I've not posted much on these forums, mostly been lurking and reading posts. But I know you all like looking at pictures, so here's some of my new kitten for you 

He's a Maine Coon and almost 15 weeks in these pictures, and settling in well as you can see!


----------



## bee112 (Apr 12, 2008)

aww he's gorgeous.. I have a soft spot for Maine Coones!


----------



## plumo72 (Nov 2, 2007)

Coraline said:


> I've not posted much on these forums, mostly been lurking and reading posts. But I know you all like looking at pictures, so here's some of my new kitten for you
> 
> He's a Maine Coon and almost 15 weeks in these pictures, and settling in well as you can see!


Gorgeous


----------



## Guest (Jun 12, 2008)

bee112 said:


> aww he's gorgeous.. I have a soft spot for Maine Coones!
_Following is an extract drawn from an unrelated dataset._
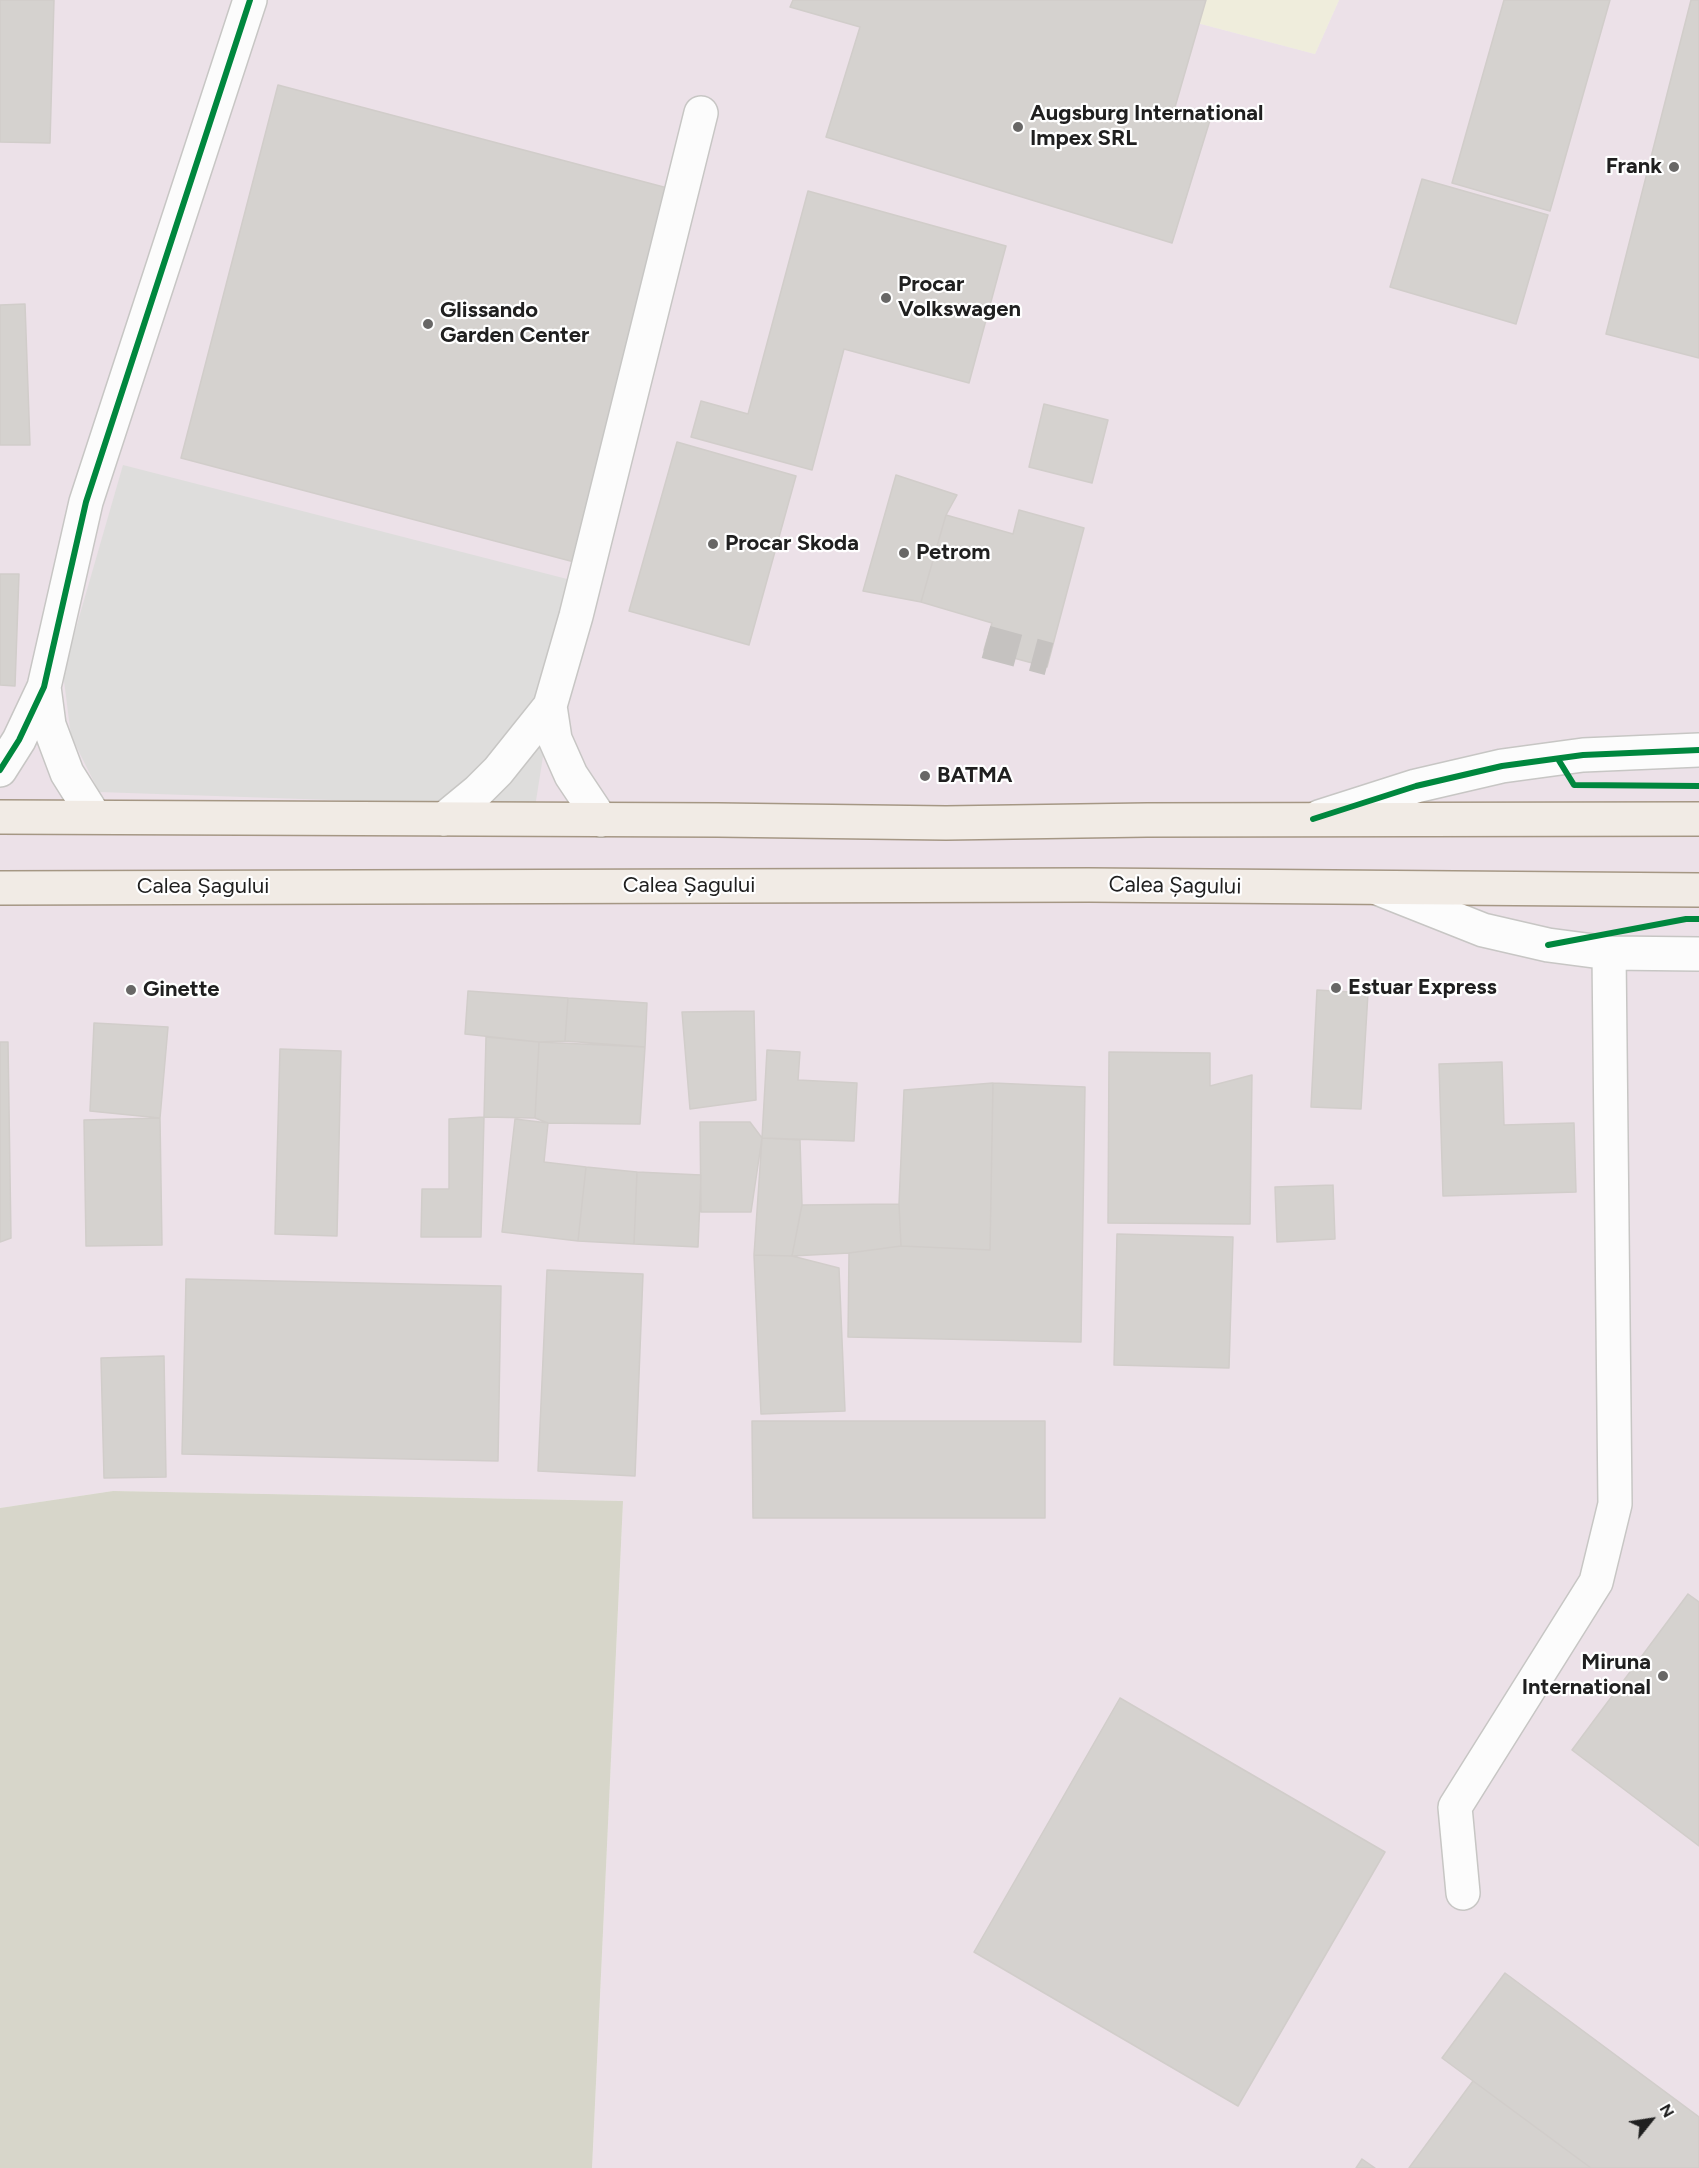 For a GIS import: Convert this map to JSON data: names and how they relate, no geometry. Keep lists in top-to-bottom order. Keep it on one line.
{"streets":{"main road":["Calea Șagului"]},"places":["Augsburg International Impex SRL","Frank","Procar Volkswagen","Glissando Garden Center","Procar Skoda","Petrom","BATMA","Estuar Express","Ginette","Miruna International"],"north":"top right"}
Me too, gorgeous little boy!


----------



## Siamese Kelly (Jan 6, 2008)

Hello Coraline-Glad your here and thanks for sharing pics of this beautiful lad-doesn't he just know it tooYou just have to keep em coming now


----------



## Saynamore (Feb 28, 2008)

Coraline said:


> I've not posted much on these forums, mostly been lurking and reading posts. But I know you all like looking at pictures, so here's some of my new kitten for you
> 
> He's a Maine Coon and almost 15 weeks in these pictures, and settling in well as you can see!


Awwwwww, he is gawgeous and huuuuuuuuuuuuuge! a lovely looking lad


----------



## starlight (Jun 5, 2008)

He's gorgeous 

I love Maine Coon's, love the idea of having a huge cat


----------



## Guest (Jun 12, 2008)

Beautifull cats these coons are 

Hes a handsome BIG baby boy


----------



## Kay73 (Mar 26, 2008)

I love the white eyeliner, gorgeous!


----------



## Guest (Jun 12, 2008)

Kay73 said:


> I love the white eyeliner, gorgeous!


ohhh yer..i didnt notice that, wow its beautifull aint it...it looks really silky


----------



## Vixie (Nov 17, 2007)

lovely pics. hes gorgeous, i love maine coon I have a little(well big girl myself lol)


----------



## colliemerles (Nov 2, 2007)

gorgeous,,very cute,,,,,,,,,,,,,,,,,,,,,,


----------



## Coraline (Apr 22, 2008)

Thank you all  I love the white eyeliner too, so pretty


----------



## Selk67U2 (May 5, 2008)

*Ahhh, bless, thanks for sharing Coraline*


----------